Basic IO SharePoint Connector Configuration

About this task

The minimum steps required to use the new IO SharePoint connector are the following:

Procedure

  1. Create a new Watson™ Explorer Engine search collection.
  2. In the Configuration tab of your Watson Explorer Engine search collection, click Add a new seed.
  3. A pop-up window displays. Select IO SharePoint from the scrollable list of available connectors, and click add.
  4. In the Web Application or Site Collections URLs box, enter the URL(s) of your SharePoint site(s).
    Note: Use the same Web Application or Site Collection URL as it appears in Central Administration. If you use a non-root Site Collection URL, referred to as a Managed Path URL, see the section Filtering URLs At Crawl Time for more information.
  5. In the Username field, enter the SharePoint user name of the account to use for crawling.
    Important:

    The SharePoint account that you use to crawl your SharePoint sites must at least have full read access privileges as described in Creating A Crawling Account In SharePoint.

  6. In the Password field, enter the crawling account's SharePoint password. The actual password that you enter is not displayed. Enter that password again in the box below to confirm that you entered it correctly.
  7. In the Authentication Type drop-down menu, select the authentication method for your SharePoint deployment: BASIC, NTLM2, KERBEROS, or CLAIMS_BASED_AUTHENTICATION. The default authentication type is NTLM2. If the target is SharePoint Online, select CLAIMS_BASED_AUTHENTICATION.
    Note: If you are using Windows Claims Based Authentication, CBA, select the appropriate authentication type and set ACLs contain Claims option under Crawling and ACLs section to on.
  8. Check Use SharePoint Online Authentication if the target server is SharePoint Online.
  9. Set the Seed URL Type.

    This setting identifies what type of SharePoint object the provided seed URLs point to: site collections or web applications (also known as virtual servers). If the seed URL type is set to Site Collections, then only the children of the site collection referenced by the URL are crawled.
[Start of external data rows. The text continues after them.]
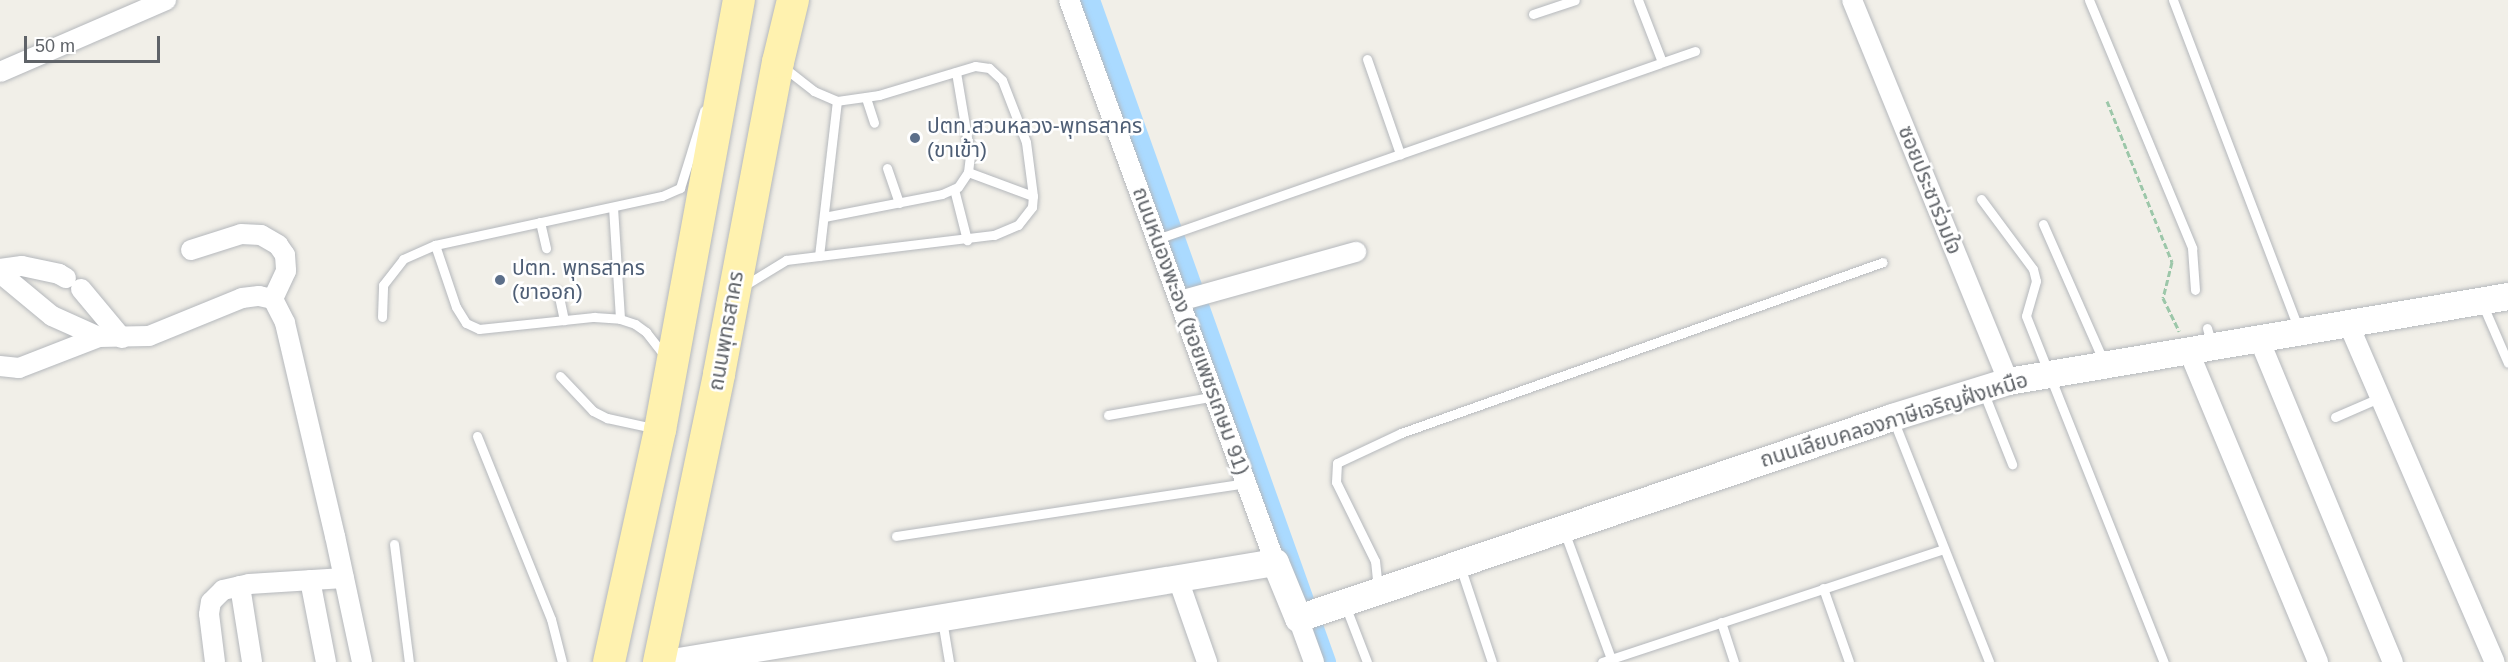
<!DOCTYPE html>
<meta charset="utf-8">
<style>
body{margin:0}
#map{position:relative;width:2508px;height:662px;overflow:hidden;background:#f1efe8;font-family:Helvetica,"Noto Sans Thai",sans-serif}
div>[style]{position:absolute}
.canal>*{height:20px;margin:-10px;padding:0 10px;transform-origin:10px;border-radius:10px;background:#aadaff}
.path>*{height:3px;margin-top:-1.5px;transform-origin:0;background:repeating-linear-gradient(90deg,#9cc7a9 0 6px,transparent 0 9px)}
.roads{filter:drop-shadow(0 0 2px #b5b8bc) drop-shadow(0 0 2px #b5b8bc)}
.lane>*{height:9px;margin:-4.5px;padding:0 4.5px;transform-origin:4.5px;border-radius:4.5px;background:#fff}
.street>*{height:20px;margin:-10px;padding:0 10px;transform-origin:10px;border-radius:10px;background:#fff}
.secondary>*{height:27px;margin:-13.5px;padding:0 13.5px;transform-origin:13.5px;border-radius:13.5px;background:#fff}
.primary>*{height:32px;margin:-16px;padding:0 16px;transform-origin:16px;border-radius:16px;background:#fff2af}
.dots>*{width:16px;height:16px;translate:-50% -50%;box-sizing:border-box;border:3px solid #fff;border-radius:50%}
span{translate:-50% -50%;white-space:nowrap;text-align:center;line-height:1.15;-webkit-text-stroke:5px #fff;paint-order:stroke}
.service-label{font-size:21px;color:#4e5e75}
.left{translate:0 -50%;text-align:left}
.street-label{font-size:21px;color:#5f6368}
.scale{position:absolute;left:24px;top:36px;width:136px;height:27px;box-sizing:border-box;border:3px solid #5f6368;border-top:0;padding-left:8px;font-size:18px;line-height:21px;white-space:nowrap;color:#5f6368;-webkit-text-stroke:4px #fff;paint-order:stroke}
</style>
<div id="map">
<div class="canal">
<i style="left:1090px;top:0;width:703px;rotate:70.38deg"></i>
</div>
<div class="path">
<i style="left:2107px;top:101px;width:174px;rotate:68deg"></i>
<i style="left:2172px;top:262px;width:37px;rotate:104deg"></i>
<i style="left:2163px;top:298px;width:37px;rotate:64deg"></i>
</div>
<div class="roads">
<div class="lane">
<i style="left:1638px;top:0;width:66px;rotate:68.8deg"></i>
<i style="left:2089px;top:0;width:269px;rotate:67.4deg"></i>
<i style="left:2192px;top:248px;width:42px;rotate:85.9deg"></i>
<i style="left:2173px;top:0;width:353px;rotate:69.1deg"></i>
<i style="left:1533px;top:14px;width:44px;rotate:-18.4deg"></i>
<i style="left:1367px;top:59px;width:101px;rotate:70.8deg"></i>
<i style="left:866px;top:98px;width:26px;rotate:72deg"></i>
<i style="left:887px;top:168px;width:37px;rotate:71deg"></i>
<i style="left:968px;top:172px;width:69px;rotate:20.3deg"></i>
<i style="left:954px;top:189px;width:53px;rotate:75.7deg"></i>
<i style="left:1981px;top:199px;width:87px;rotate:53.4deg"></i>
<i style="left:2033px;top:269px;width:12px;rotate:76deg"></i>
<i style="left:2036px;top:281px;width:36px;rotate:106deg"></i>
<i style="left:2026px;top:316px;width:373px;rotate:68.3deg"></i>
<i style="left:613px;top:207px;width:112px;rotate:86.4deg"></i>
<i style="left:824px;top:217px;width:120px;rotate:-11deg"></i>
<i style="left:942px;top:194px;width:17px;rotate:-24deg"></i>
<i style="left:958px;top:187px;width:18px;rotate:-56deg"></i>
<i style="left:968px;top:172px;width:17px;rotate:-83deg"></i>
<i style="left:970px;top:155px;width:84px;rotate:-99.6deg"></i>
<i style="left:540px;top:222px;width:27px;rotate:77deg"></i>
<i style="left:2043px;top:224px;width:151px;rotate:66.2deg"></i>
<i style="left:1157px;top:239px;width:570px;rotate:-19.26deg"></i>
<i style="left:435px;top:245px;width:65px;rotate:71.3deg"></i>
<i style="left:456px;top:307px;width:19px;rotate:58deg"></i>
<i style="left:466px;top:323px;width:14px;rotate:25deg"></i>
<i style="left:479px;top:329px;width:116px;rotate:-6deg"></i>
<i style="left:594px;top:317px;width:26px;rotate:4deg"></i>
<i style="left:620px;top:319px;width:16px;rotate:18deg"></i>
<i style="left:635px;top:324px;width:14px;rotate:36deg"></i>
<i style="left:646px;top:332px;width:33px;rotate:52deg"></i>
<i style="left:819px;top:256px;width:156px;rotate:-83.4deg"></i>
<i style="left:742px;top:287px;width:52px;rotate:-31.5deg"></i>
<i style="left:786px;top:260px;width:209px;rotate:-6.9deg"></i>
<i style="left:994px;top:235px;width:26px;rotate:-23deg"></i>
<i style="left:1018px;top:225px;width:23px;rotate:-52deg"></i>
<i style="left:1032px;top:207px;width:11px;rotate:-85deg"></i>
<i style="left:1033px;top:196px;width:54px;rotate:-97.4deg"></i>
<i style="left:1026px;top:142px;width:66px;rotate:-111.2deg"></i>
<i style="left:1002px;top:80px;width:18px;rotate:-137deg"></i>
<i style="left:989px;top:68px;width:14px;rotate:-172deg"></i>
<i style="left:975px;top:66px;width:100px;rotate:163.2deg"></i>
<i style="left:879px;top:95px;width:42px;rotate:171.9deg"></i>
<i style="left:837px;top:101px;width:25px;rotate:-157deg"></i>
<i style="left:814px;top:91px;width:41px;rotate:-142deg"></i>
<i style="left:558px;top:292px;width:29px;rotate:78deg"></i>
<i style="left:2482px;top:303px;width:65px;rotate:66.6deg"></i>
<i style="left:382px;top:317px;width:32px;rotate:-88deg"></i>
<i style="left:383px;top:285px;width:33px;rotate:-52deg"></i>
<i style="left:403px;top:259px;width:35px;rotate:-24deg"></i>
<i style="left:435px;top:245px;width:232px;rotate:-12.2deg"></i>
<i style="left:662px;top:196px;width:20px;rotate:-24deg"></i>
<i style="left:680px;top:188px;width:81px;rotate:-72.7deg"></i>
<i style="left:2207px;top:328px;width:18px;rotate:74deg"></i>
<i style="left:560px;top:376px;width:48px;rotate:46.7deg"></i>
<i style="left:593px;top:411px;width:16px;rotate:27deg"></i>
<i style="left:607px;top:418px;width:51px;rotate:12.4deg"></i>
<i style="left:1983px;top:391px;width:79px;rotate:68.3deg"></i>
<i style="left:1108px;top:415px;width:110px;rotate:-10deg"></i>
<i style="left:2335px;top:417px;width:50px;rotate:-23.5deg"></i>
<i style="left:1893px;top:419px;width:261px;rotate:68.4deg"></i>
<i style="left:477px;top:436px;width:197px;rotate:68deg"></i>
<i style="left:551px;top:619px;width:44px;rotate:75.7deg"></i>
<i style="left:1564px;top:531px;width:136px;rotate:69.8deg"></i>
<i style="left:896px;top:536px;width:355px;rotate:-8.6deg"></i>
<i style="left:394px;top:544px;width:119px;rotate:82.8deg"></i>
<i style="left:1460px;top:566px;width:101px;rotate:71.6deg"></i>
<i style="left:1823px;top:588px;width:78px;rotate:70.6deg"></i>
<i style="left:1378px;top:589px;width:28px;rotate:-96deg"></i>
<i style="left:1375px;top:561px;width:88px;rotate:-116.3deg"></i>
<i style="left:1336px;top:482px;width:19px;rotate:-87deg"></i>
<i style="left:1337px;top:463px;width:71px;rotate:-25.1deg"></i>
<i style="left:1401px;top:433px;width:511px;rotate:-19.53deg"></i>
<i style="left:1345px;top:605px;width:61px;rotate:68.9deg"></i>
<i style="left:942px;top:620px;width:43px;rotate:80.5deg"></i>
<i style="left:1721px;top:622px;width:42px;rotate:72deg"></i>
<i style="left:1602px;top:662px;width:360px;rotate:-18.3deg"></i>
</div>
<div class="street">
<i style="left:1069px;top:0;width:599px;rotate:69.87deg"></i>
<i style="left:1852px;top:0;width:412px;rotate:67.7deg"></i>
<i style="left:0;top:72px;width:181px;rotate:-23.4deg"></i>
<i style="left:191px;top:250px;width:52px;rotate:-17.7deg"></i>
<i style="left:241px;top:234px;width:20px;rotate:3deg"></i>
<i style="left:261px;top:235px;width:20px;rotate:30deg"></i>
<i style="left:278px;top:245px;width:12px;rotate:55deg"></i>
<i style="left:285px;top:255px;width:16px;rotate:86deg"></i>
<i style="left:286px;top:271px;width:31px;rotate:115deg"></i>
<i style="left:0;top:269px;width:22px;rotate:-8deg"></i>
<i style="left:22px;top:266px;width:38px;rotate:12deg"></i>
<i style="left:59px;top:274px;width:8px;rotate:30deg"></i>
<i style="left:0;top:273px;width:67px;rotate:39.6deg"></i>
<i style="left:52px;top:316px;width:51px;rotate:24.1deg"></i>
<i style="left:99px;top:337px;width:50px;rotate:-1.1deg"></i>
<i style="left:149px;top:336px;width:100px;rotate:-22.2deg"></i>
<i style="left:242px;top:298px;width:17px;rotate:-7deg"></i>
<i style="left:259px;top:296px;width:14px;rotate:12deg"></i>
<i style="left:273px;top:299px;width:27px;rotate:63deg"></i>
<i style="left:285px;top:323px;width:219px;rotate:76.8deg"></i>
<i style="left:335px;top:536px;width:129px;rotate:77.9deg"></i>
<i style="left:81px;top:289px;width:64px;rotate:50.1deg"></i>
<i style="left:1180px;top:301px;width:183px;rotate:-15.6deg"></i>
<i style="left:2348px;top:323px;width:369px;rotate:66.6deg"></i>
<i style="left:2259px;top:339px;width:350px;rotate:67.5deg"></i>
<i style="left:2189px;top:352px;width:336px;rotate:67.4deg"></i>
<i style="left:0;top:366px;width:19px;rotate:6deg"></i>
<i style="left:19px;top:368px;width:86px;rotate:-21.2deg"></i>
<i style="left:1178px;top:579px;width:88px;rotate:70.7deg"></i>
<i style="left:310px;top:580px;width:84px;rotate:79deg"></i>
<i style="left:240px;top:586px;width:77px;rotate:81deg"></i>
<i style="left:1298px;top:618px;width:47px;rotate:70deg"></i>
<i style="left:215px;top:662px;width:48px;rotate:-97.1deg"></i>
<i style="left:209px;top:614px;width:12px;rotate:-81deg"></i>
<i style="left:211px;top:602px;width:17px;rotate:-45deg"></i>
<i style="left:223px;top:590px;width:27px;rotate:-13deg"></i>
<i style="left:249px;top:584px;width:95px;rotate:-3.6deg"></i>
</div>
<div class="secondary">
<i style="left:672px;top:662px;width:611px;rotate:-9.42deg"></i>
<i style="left:1275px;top:562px;width:61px;rotate:67.7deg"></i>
<i style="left:1298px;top:618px;width:627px;rotate:-18.69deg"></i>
<i style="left:1892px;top:417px;width:121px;rotate:-17.2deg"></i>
<i style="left:2008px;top:381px;width:507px;rotate:-9.65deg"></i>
</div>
<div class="primary">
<i style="left:609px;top:662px;width:238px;rotate:-77.6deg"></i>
<i style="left:660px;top:430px;width:437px;rotate:-79.6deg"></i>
<i style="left:659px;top:662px;width:294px;rotate:-78.2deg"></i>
<i style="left:719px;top:374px;width:318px;rotate:-79.3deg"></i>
<i style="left:778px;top:62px;width:64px;rotate:-76.4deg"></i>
</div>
</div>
<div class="dots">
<i style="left:915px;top:138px;background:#5c6f8a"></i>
<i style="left:500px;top:280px;background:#5c6f8a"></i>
</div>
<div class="service-label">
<span class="left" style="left:927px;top:138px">ปตท.สวนหลวง-พุทธสาคร<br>(ขาเข้า)</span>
<span class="left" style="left:512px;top:280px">ปตท. พุทธสาคร<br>(ขาออก)</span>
</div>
<div class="street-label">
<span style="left:1930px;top:190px;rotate:68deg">ซอยประชาร่วมใจ</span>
<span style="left:726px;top:331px;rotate:-80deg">ถนนพุทธสาคร</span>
<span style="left:1191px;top:331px;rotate:70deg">ถนนหนองพะอง (ซอยเพชรเกษม 91)</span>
<span style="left:1894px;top:420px;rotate:-17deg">ถนนเลียบคลองภาษีเจริญฝั่งเหนือ</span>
</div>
<div class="scale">50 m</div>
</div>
If the Seed URL type is set to Web Applications, then all of the site collections (and their children) belonging to the web applications referenced by each URL are crawled.

    Note: SharePoint Online does not have Web Applications. Therefore, in order to crawl multiple site collections on SharePoint Online, you need to specify every URL of the site collections as the seed URL. Note that site collections do not have parent-child relationship; so that even if you specify https://<server1>.sharepoint.com as the seed URL, the connector will not crawl another site collection such as https://<server1>.sharepoint.com/sites/<anothersitecollection>, although there might seem to be a relationship between them.
  10. Click OK/Apply to save the updated configuration information for the IO SharePoint connector.

    After saving your changes, you will be able to use the commands on the Overview tab of the Watson Explorer Engine Administration tool. At this point, you can initiate a crawl of SharePoint sites on the specified server(s) using the IO SharePoint connector. See IO SharePoint Advanced Configuration and Performance Tuning for more information.

    Warning: Be sure you have selected the appropriate authentication method. The IO SharePoint connector will not function correctly if the wrong Authentication Type is selected. NTLM2 is selected by default.

Example

Crawling SharePoint Server - NTLM Authentication
Table 1. Seed Component Section
Field Value
Web Application or Site Collection URLs https://localsharepoint.example.com
Username Administrator
Password <password>
Seed URL Type default (Site Collections)
Authentication Type default (NTLM2)

Crawling SharePoint Server - ADFS Authentication
Table 2. Seed Component Section
Field Value
Web Application or Site Collection URLs https://yoursharepoint.example.com
Username Administtrtator@example.com
Password <password>
Seed URL Type default (Site Collections)
Authentication Type CLAIMS_BASED_AUTHENTICATION
Table 3. Claims Based Authentication Section
Field Value
Security Token Service Endpoint https://youradfs.example.com/adfs/services/trust/2005/UsernameMixed
Relaying Party Trust Identifier (AppliesTo, Realm) urn:sharepoint:yourrelayingpartytrustid

Crawling SharePoint Online - Native Authentication

If your crawler username contains a domain name ending with "onmicrosoft.com", native authentication is likely used. Please check with your SharePoint administrator for details on your SharePoint configuration.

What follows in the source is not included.